(Dataset entries)

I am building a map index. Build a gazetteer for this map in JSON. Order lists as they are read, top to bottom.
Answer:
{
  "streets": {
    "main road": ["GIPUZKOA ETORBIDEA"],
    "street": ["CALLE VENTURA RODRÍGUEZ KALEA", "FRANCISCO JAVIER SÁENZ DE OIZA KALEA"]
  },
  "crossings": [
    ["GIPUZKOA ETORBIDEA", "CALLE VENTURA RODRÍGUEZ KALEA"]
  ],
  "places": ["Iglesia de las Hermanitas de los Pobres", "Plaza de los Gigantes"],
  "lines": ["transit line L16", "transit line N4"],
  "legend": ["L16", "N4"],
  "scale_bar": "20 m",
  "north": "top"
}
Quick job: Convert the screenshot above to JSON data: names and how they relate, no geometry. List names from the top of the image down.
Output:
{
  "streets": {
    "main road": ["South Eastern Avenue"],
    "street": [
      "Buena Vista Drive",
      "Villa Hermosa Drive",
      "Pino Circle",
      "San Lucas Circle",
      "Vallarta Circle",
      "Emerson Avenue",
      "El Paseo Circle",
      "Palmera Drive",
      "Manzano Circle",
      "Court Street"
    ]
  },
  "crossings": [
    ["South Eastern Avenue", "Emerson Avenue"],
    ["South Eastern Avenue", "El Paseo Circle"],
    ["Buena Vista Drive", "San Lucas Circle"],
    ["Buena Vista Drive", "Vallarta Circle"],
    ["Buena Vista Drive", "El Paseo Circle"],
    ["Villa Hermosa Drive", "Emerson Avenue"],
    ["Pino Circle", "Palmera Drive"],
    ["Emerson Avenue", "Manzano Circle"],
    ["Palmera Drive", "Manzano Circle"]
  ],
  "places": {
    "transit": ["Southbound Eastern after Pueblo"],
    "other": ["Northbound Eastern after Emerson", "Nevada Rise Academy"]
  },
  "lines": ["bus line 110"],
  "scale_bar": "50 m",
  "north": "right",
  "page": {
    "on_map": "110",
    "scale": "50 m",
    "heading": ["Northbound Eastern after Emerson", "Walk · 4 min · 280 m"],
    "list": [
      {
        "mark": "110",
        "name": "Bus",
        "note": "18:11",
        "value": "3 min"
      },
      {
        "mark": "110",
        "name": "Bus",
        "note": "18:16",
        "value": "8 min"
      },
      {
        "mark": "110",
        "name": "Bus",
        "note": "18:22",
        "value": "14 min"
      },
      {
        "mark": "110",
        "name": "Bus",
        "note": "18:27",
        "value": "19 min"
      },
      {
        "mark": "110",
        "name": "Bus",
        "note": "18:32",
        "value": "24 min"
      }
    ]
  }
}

_TO DO_
Report how many lines of the entries include the word "Drive", and let the number stand alone.

_REPLY_
9